O burburinho foi tanto que mais de 3 mil pessoas foram ao Cine Brasília assistir à estreia do longa. A Semana do Cinema Brasileiro foi um divisor de águas na história do audiovisual brasileiro e o Fringe conta abaixo a história dos seis filmes que fizeram parte da programação:

A Falecida

Baseado na obra homônima de Nelson Rodrigues, o filme é roteirizado por Leon Hirszman em parceria com Eduardo Coutinho. É também o primeiro filme de Fernanda Montenegro, que venceu o prêmio de melhor atriz na Semana do Cinema Brasileiro.
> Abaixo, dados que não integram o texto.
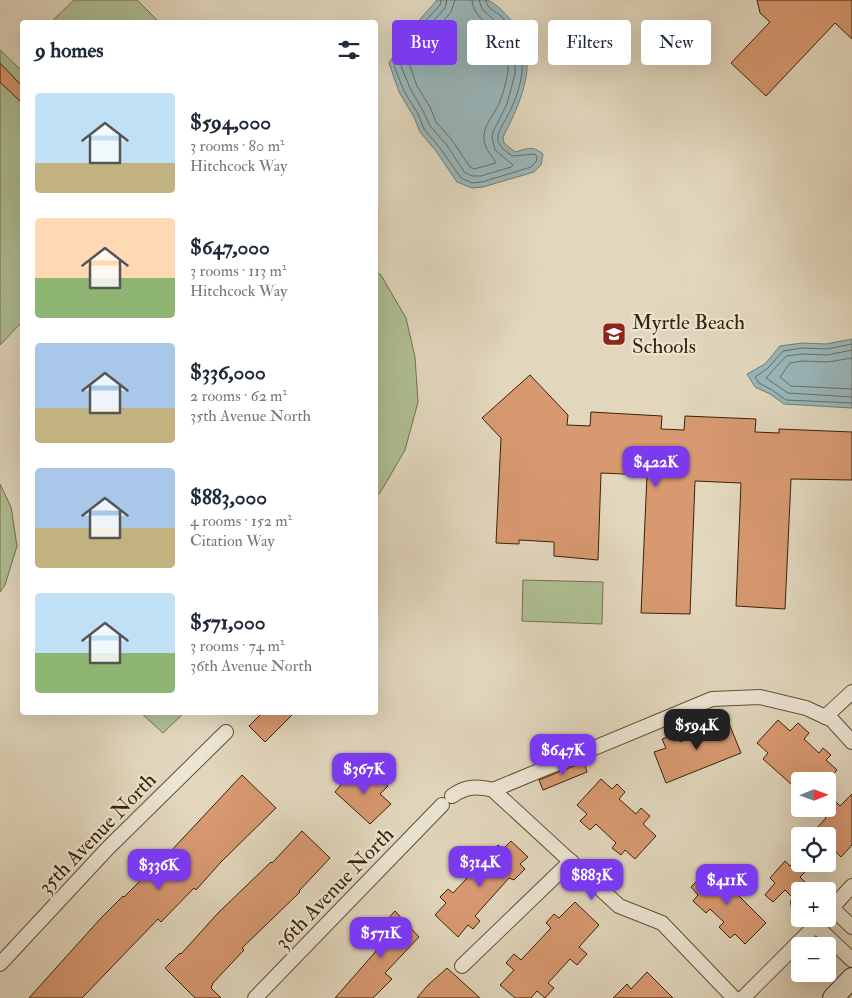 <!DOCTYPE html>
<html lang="en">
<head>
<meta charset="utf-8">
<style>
  body { margin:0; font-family:"IM FELL Double Pica",serif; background:#f6f6f7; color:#1f2937; height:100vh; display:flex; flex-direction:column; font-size:19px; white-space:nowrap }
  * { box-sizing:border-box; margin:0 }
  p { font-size:16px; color:#747a83 }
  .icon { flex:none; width:28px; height:28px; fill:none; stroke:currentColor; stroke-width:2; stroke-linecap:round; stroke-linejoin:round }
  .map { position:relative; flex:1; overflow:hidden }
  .panel { position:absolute; left:20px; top:20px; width:358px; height:695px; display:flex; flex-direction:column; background:#fff; border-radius:5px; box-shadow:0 5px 20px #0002 }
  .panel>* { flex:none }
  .top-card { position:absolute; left:392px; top:20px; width:384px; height:45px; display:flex; gap:10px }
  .needle { width:32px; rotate:89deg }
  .tools { position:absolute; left:791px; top:772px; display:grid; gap:10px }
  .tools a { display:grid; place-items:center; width:45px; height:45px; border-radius:5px; background:#fff; box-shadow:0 5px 20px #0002; font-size:25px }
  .price { position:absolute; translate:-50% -42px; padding:0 11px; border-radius:10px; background:#7c3aed; color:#fff; font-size:16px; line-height:32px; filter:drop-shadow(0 1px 2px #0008) }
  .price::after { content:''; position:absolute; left:50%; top:30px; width:15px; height:11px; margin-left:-8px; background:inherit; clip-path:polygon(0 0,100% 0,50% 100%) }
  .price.current { background:#222; color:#fff }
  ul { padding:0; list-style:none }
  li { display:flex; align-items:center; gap:15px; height:125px; padding:0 15px }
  li span { display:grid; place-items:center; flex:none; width:140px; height:100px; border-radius:5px; color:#555 }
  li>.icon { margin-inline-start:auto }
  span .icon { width:60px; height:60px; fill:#fffc; stroke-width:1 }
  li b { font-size:21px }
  h2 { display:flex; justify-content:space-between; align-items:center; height:60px; padding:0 15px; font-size:21px }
  .pill { padding:0 18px; border-radius:5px; background:#fff; box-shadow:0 5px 20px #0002; font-size:18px; line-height:45px }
  .pill.current { background:#7c3aed; color:#fff }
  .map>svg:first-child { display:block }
</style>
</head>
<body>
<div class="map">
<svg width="852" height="998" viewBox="0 0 852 998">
  <rect width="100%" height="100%" fill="#e2d7bd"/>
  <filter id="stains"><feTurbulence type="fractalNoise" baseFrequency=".004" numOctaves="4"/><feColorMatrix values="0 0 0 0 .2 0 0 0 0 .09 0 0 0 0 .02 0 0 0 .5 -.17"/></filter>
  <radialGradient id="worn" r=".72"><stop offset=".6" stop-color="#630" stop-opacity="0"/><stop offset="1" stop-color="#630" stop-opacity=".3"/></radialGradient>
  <g fill="#afbf94" stroke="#74714e">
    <path d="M74 0H137L159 22H51Z"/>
    <path d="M0 50 22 71V322L0 345Z"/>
    <path d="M375 271 381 275 406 318 415 357 418 402 405 450 383 488 375 499Z"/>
    <path d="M0 484 11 507 17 546 5 585 0 592Z"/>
    <path d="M523 580 603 582 602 624 522 621Z"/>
    <path d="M141 713H184L163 733Z"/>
  </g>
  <g fill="#99b7bc" stroke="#727c74">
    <path d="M437 0C448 0 478 0 487 0 494 2 503 11 508 17 543 53 523 98 503 137L504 143 515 152C527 149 532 145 543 154L541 165 534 172 483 187 472 188 457 182 436 151 420 132 414 117 399 92 389 63 408 33Z"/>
    <path d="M852 339V408L784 404 770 394 755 387 747 374 765 364 780 346 802 343 826 344Z"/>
  </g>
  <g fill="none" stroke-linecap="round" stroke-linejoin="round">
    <g stroke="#686d62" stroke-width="1">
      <path d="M441 0 440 5 412 36 394 66 404 91 418 114 424 129 440 148 461 178 472 183 482 182 531 167 536 162 537 157 535 154 513 156C506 152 496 145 498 136 499 129 505 121 508 115 515 102 521 85 522 71 523 49 517 32 501 16 495 11 486 8 486 0"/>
      <path d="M447 0 445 8 417 39 401 66 410 88 423 111 430 126 446 144 465 173 473 176H481L511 167 513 165 495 150 492 137 493 132 507 104 515 74V48L508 33 482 9 479 0"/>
      <path d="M455 0 451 12 423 44 410 66 417 86 430 107 436 122 452 140 470 167 474 169 496 163C492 155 485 150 484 140 482 126 496 113 500 101 505 88 509 73 508 60 508 28 473 24 472 0"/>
      <path d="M852 344 827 349 802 348 783 351 768 368 755 377 759 383 772 390 786 400 852 403"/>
      <path d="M852 350 827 355 803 354 786 356 766 378 788 393 852 397"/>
      <path d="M852 358 828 362 803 361 790 363 780 377 791 386 852 389"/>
    </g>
  </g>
  <g fill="#d89971" stroke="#382307">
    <path d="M757 0H852V39L835 23 766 96 731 63 770 22 760 13Z"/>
    <path d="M0 63 22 86V103L0 82Z"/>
    <path d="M530 375 568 415 567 425 590 426 591 412 662 416 661 429 684 430 685 416 756 419 755 432 779 433V429L852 432V480L791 479 785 609 736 606 741 483 695 481 690 614 641 613 647 475 601 473 598 560 554 556V542L519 540V544L496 543 501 438 482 418Z"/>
    <path d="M263 712H295L265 742 249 726Z"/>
    <path d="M778 720 790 731 798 723 809 733 804 739 819 753 823 748 831 755 826 760 837 770 827 781H800V792L763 759 768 753 757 743Z"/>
    <path d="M710 721 713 728 728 721 741 753 666 783 654 752 666 748 662 739 676 734 680 742 700 734 697 726Z"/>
    <path d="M584 762 587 772 543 790 539 780Z"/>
    <path d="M354 769 366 781 375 772 388 786 380 794 391 804 370 824 335 792Z"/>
    <path d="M242 775 276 808 221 862 196 890 194 888 161 922 158 919 82 998H29L101 918 123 896 124 897 154 867 155 868Z"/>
    <path d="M601 779 612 789 617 784 625 792 619 799 636 814 641 808 650 816 643 824 656 836 635 859 625 850 621 855 612 848 616 843 596 824 590 830 580 821 587 814 577 805Z"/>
    <path d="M852 794V845L841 857 828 844V836H820L814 831 826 818 822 814 834 800 840 806Z"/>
    <path d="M302 831 330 858 299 891 300 892 242 948 244 950 213 983 211 988 221 998H195L165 968 180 953 181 954 218 913 271 862 272 863Z"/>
    <path d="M511 841 528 857 520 864 525 869 514 880 509 878 475 916 480 921 473 929 468 925 458 937 435 915 446 903 440 897 448 889 453 893 498 845 503 849Z"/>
    <path d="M800 855V864H813L800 877 805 882 791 896 785 890 773 902 765 895 775 883 770 878 785 861 790 866Z"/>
    <path d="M711 867 724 880 729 875 736 882 731 888 766 923 745 944 735 934 730 938 719 927 724 922 710 909 706 913 693 901 698 895 691 887Z"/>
    <path d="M575 902 599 925 579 947 587 954 577 965 570 959 548 983 554 988 545 998 537 991 531 998H515L500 985 514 970 506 963 514 954 521 960 551 928 546 923 554 914 559 918Z"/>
    <path d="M395 911 419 937 385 973 392 979 373 998H335L377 950 367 941Z"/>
    <path d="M447 968 480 998H417L427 986Z"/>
    <path d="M647 972 673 998H613L627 984 631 989Z"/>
  </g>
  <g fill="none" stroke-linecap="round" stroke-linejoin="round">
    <g stroke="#625034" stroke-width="16">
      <g id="street">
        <path d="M825 717 852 692"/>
        <path d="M493 790 712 699 760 697 806 708 832 720 852 742"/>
        <path d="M452 796C466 786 477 786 493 790L619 906 662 923 734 998"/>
        <path d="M800 901 798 903 800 909"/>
        <path d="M828 904 852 927"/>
        <path d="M828 912 852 886"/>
        <path d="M809 919 852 960"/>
        <path d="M0 964 108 848 226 732"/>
        <path d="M462 966 571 861"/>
        <path d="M255 998 442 805"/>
        <path d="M743 998 822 919"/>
      </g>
    </g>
    <g stroke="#382307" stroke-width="22">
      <path id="secondary" d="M833 998 852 978"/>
    </g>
    <use href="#street" stroke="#ece5d4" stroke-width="14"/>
    <use href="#secondary" stroke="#ece5d4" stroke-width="20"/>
  </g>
  <defs>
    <g id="school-square" transform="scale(1.25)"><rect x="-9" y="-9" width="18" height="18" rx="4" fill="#8f2418" stroke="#ece5d4"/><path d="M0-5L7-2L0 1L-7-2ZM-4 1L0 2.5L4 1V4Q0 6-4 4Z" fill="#fff"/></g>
  </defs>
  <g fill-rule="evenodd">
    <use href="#school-square" x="614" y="334"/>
  </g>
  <g text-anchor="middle" stroke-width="4.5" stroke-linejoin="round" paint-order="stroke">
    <g font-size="21" fill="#382307" stroke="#ece5d4" text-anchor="start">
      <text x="632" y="329">Myrtle Beach<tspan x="632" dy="24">Schools</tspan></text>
    </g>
    <g font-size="21" fill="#382307" stroke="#ece5d4">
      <text transform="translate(97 833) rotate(-46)" y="7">35th Avenue North</text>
      <text transform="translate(334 888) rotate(-46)" y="7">36th Avenue North</text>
    </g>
  </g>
  <rect width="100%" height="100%" filter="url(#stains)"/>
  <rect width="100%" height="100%" fill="url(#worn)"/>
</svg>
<div class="tools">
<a><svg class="needle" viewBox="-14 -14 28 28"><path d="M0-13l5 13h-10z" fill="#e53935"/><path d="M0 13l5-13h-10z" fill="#747a83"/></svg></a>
<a><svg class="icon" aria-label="locate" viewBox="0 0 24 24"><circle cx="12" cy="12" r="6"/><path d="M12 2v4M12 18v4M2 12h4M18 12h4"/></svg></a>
<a>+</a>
<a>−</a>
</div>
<b class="price" style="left:656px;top:488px">$422K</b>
<b class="price current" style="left:697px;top:751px">$594K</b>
<b class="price" style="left:563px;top:776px">$647K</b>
<b class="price" style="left:364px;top:795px">$367K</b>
<b class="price" style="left:480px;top:888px">$314K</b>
<b class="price" style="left:159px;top:891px">$336K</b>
<b class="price" style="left:592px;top:901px">$883K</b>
<b class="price" style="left:727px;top:906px">$411K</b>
<b class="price" style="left:381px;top:959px">$571K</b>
<div class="top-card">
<a class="pill current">Buy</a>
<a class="pill">Rent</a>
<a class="pill">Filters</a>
<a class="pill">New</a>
</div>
<section class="panel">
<h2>9 homes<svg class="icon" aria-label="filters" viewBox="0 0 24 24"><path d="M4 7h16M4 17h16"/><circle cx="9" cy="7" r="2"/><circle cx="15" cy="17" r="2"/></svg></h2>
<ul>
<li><span style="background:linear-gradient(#bfe0f5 70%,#c2b280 0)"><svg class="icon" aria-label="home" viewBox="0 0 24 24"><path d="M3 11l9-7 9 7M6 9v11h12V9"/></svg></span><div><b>$594,000</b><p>3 rooms · 80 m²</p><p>Hitchcock Way</p></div></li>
<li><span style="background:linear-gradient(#ffd9b3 60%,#8fb573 0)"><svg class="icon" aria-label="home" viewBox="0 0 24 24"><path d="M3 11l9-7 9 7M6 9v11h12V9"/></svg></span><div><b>$647,000</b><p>3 rooms · 113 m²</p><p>Hitchcock Way</p></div></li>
<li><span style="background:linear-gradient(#a9c7e8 65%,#c2b280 0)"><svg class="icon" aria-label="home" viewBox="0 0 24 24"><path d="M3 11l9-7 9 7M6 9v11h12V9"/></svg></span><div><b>$336,000</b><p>2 rooms · 62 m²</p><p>35th Avenue North</p></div></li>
<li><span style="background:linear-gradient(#a9c7e8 60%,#c2b280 0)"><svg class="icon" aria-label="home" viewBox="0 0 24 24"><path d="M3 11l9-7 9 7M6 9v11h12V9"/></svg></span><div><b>$883,000</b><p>4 rooms · 152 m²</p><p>Citation Way</p></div></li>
<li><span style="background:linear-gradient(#bfe0f5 60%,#8fb573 0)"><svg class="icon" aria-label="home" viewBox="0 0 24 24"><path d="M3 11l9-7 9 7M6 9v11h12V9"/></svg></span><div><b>$571,000</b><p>3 rooms · 74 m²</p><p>36th Avenue North</p></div></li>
</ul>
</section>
</div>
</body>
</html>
Narra a trajetória de Zulmira, moradora de um subúrbio carioca que, obcecada com a ideia de ter um enterro de luxo, enxerga na morte uma forma de compensar a vida miserável que levou. Ao contrair tuberculose, faz ao marido, Toninho, um último pedido: um funeral grandioso.

Sem recursos, ele procura Guimarães, o homem mais rico do bairro, que se recusa a ajudar e, sem saber que fala com o viúvo, revela ter tido um caso com Zulmira. A revelação desencadeia uma reviravolta marcada por chantagem e vingança.

Membro do “estado-maior” do Cinema Novo, Leon Hirszman usa uma linguagem que foge do realismo puro e aposta em planos longos, movimentos de câmera calculados e um uso simbólico do espaço. A fotografia em preto e branco ressalta a melancolia e a opressão social vivida pelos personagens.

Atualmente, “A Falecida” está disponível no serviço de streaming MUBI.

A Hora e Vez de Augusto Matraga

Assim como A Falecida, o filme de Roberto Santos também é baseado em um clássico da literatura brasileira. A hora e vez de Augusto Matraga, de Guimarães Rosa, é um dos contos mais importantes da história do país, e o filme lhe faz justiça.

Varreu a premiação da Semana do Cinema Brasileiro com prêmios nas categorias de melhor filme, ator, diretor, argumento e diálogo. A direção que explora o silêncio e o ambiente, potencializadores dos temas poderosos trazidos por Rosa na história original — personagens marginalizados, desigualdade e redenção.

O filme acompanha a trajetória de Augusto Esteves, mais conhecido como Matraga (Leonardo Villar), um fazendeiro violento e autoritário que, traído por aliados e espancado até quase a morte, é dado como morto.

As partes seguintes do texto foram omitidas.